BEGIN Data under study
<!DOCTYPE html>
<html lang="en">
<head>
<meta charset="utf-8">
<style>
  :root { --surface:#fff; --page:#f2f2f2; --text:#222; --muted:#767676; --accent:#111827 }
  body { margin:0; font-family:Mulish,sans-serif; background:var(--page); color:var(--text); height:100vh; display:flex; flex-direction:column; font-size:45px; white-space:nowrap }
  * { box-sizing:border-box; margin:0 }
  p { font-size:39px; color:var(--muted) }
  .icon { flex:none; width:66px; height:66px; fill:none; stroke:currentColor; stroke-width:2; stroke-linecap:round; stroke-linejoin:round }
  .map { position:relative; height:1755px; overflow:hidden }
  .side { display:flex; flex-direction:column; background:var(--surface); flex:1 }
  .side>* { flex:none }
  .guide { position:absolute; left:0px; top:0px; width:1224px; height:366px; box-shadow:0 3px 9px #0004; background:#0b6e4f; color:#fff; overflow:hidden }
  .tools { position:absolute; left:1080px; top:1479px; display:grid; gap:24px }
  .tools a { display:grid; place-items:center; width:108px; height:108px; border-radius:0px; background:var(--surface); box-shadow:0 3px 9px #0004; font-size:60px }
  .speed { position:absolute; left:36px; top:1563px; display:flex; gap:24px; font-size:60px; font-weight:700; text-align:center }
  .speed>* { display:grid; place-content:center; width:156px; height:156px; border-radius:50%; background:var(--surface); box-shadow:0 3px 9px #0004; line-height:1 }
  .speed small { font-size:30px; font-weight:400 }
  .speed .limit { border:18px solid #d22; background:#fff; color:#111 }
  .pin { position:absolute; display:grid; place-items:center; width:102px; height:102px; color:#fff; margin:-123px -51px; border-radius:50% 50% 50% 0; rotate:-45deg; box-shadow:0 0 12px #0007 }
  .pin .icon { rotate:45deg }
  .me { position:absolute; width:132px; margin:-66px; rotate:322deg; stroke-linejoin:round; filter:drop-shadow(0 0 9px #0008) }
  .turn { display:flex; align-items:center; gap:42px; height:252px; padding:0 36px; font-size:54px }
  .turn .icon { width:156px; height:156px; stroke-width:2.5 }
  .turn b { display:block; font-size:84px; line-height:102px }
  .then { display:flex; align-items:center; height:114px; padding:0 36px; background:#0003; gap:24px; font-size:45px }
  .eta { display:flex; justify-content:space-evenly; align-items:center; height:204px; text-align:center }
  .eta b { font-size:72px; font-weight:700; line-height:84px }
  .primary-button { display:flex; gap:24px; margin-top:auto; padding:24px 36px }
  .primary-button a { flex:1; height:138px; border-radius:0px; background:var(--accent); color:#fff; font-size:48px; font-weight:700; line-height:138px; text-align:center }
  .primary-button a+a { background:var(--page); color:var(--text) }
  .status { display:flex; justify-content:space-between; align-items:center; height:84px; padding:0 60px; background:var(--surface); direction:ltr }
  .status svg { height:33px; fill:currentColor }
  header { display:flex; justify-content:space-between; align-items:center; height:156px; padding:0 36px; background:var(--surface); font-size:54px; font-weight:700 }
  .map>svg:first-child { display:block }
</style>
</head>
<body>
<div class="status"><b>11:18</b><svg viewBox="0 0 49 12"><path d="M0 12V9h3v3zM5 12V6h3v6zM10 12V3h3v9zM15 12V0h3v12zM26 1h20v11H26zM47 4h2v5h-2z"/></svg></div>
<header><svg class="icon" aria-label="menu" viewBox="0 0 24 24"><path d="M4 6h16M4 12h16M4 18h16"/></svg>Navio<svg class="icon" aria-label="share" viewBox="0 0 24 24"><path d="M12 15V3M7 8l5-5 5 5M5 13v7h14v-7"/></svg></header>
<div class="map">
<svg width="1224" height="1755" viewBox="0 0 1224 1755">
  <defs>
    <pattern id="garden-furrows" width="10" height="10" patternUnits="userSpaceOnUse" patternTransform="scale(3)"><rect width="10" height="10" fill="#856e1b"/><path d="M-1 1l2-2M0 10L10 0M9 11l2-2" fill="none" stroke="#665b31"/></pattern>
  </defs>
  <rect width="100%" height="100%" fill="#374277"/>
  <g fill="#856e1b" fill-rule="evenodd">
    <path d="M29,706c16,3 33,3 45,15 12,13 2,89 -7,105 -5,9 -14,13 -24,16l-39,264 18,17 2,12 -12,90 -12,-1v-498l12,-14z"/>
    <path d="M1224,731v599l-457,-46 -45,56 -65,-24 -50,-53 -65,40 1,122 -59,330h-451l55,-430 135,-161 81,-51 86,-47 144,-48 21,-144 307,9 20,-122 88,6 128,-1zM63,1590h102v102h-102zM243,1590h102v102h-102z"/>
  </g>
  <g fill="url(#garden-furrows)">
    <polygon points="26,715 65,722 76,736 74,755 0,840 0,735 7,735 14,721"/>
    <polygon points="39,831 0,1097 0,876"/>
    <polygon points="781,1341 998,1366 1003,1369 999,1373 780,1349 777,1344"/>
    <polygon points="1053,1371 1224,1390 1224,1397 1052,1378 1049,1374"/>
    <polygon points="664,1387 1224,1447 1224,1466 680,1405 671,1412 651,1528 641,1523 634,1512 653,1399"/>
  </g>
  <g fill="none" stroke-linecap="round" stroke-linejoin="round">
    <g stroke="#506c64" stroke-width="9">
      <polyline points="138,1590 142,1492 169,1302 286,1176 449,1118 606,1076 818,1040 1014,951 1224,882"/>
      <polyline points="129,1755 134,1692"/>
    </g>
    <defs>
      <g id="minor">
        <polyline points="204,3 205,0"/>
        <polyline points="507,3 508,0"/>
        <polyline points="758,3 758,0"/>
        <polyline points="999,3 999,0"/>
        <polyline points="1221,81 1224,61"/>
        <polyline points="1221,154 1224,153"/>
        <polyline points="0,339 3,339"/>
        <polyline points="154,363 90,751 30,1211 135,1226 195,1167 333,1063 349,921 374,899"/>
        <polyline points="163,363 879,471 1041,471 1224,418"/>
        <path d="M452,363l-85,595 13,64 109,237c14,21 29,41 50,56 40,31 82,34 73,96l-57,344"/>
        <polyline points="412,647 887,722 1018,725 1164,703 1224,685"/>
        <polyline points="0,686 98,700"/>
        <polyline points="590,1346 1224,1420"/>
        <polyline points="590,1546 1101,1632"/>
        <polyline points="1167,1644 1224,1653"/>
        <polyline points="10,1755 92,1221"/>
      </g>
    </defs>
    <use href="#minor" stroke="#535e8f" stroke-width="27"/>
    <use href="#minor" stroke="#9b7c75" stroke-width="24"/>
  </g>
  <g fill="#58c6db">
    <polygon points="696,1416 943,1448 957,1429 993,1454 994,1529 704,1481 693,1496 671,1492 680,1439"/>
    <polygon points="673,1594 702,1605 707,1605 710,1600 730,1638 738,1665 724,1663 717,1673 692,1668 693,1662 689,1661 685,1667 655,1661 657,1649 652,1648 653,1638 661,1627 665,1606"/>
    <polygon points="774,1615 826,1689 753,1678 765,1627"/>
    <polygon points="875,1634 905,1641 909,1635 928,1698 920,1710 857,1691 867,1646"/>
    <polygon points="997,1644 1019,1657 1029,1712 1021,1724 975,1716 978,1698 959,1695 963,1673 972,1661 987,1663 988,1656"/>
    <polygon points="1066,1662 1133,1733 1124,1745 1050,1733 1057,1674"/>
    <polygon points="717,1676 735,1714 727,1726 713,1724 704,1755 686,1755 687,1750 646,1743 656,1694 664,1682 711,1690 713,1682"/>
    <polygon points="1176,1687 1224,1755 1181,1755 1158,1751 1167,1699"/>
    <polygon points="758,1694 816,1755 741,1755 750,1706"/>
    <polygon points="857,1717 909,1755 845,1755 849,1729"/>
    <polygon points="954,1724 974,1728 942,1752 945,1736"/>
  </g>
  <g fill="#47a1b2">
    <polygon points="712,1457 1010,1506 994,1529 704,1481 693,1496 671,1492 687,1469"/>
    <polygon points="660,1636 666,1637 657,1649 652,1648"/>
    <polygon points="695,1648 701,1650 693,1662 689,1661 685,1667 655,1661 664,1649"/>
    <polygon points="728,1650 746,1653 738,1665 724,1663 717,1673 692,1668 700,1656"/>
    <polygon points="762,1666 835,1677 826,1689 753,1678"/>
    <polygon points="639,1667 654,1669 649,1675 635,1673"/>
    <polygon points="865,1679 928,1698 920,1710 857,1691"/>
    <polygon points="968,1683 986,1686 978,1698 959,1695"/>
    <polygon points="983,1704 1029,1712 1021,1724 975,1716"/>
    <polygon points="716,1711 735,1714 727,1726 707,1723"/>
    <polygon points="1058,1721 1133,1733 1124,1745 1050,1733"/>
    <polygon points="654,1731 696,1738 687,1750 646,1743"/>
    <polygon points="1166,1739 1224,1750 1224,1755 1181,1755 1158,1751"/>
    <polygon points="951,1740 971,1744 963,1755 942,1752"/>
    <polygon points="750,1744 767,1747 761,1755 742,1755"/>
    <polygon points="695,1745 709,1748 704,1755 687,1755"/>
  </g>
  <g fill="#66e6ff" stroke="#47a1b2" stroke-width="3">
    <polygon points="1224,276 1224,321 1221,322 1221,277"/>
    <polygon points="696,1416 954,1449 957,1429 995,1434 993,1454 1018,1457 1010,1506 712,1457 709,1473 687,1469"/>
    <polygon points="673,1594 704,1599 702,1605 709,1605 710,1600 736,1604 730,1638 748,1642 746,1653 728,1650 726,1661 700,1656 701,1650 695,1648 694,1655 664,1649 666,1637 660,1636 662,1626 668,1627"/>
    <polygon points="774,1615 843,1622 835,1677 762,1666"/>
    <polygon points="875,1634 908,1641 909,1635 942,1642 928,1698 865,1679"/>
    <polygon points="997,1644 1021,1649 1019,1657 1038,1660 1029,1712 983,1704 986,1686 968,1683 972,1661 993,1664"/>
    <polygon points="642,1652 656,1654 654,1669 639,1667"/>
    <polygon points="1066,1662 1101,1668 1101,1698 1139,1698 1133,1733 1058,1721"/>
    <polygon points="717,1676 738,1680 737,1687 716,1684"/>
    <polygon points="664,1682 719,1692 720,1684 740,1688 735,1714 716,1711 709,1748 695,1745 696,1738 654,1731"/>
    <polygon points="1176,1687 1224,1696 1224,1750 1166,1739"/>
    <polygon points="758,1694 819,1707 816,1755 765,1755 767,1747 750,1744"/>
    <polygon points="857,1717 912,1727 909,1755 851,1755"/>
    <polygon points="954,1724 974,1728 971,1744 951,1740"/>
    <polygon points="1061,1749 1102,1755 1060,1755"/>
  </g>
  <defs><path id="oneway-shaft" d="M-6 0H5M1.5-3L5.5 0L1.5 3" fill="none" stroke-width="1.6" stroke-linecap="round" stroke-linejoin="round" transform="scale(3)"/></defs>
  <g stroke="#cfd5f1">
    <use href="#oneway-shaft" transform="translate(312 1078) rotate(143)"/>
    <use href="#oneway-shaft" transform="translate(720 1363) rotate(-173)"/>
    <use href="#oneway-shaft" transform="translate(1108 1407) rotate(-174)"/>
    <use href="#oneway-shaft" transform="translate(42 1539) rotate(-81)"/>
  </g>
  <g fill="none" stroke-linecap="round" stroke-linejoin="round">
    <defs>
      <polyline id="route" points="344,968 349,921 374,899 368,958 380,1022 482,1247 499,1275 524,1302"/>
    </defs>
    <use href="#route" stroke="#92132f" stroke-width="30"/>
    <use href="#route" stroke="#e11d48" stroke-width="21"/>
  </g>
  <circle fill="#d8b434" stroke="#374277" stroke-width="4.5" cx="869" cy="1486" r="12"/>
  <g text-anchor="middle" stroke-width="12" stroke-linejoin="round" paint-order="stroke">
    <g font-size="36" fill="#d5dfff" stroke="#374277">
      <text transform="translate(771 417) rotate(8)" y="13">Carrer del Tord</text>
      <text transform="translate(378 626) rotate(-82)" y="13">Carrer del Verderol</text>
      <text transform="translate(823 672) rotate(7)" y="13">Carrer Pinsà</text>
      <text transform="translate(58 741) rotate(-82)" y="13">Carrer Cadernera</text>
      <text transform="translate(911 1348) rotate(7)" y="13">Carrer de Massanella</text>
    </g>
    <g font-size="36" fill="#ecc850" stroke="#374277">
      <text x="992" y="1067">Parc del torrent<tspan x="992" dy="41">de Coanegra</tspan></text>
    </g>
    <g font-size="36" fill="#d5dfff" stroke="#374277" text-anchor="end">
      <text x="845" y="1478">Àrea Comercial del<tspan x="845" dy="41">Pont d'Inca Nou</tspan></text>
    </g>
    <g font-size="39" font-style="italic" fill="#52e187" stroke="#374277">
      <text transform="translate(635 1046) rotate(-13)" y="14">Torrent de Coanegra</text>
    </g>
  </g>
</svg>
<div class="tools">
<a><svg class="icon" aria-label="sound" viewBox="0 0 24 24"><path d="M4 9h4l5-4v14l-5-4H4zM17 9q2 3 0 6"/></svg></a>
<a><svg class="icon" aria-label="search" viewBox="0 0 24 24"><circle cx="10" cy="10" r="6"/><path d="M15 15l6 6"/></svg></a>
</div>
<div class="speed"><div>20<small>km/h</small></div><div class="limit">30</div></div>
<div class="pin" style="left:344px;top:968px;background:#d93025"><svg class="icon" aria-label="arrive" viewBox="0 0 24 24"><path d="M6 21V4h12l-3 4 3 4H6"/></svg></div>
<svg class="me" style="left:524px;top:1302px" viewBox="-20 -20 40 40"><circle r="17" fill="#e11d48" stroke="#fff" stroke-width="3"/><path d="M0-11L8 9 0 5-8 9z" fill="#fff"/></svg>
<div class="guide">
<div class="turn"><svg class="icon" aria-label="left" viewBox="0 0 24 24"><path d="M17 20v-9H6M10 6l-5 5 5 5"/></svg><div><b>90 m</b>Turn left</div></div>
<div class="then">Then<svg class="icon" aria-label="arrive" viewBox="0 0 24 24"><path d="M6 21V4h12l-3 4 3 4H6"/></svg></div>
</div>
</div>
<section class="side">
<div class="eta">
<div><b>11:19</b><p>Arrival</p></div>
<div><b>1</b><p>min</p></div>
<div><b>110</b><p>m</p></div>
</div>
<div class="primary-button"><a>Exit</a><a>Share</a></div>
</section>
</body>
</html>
END Data under study
Assigned task
The expected output is the exact run of lines from the start of the entries through the line with "--surface:#fff; --page:#f2f2f2; --text:#222;", inclusive.

Answer to this exercise
<!DOCTYPE html>
<html lang="en">
<head>
<meta charset="utf-8">
<style>
  :root { --surface:#fff; --page:#f2f2f2; --text:#222; --muted:#767676; --accent:#111827 }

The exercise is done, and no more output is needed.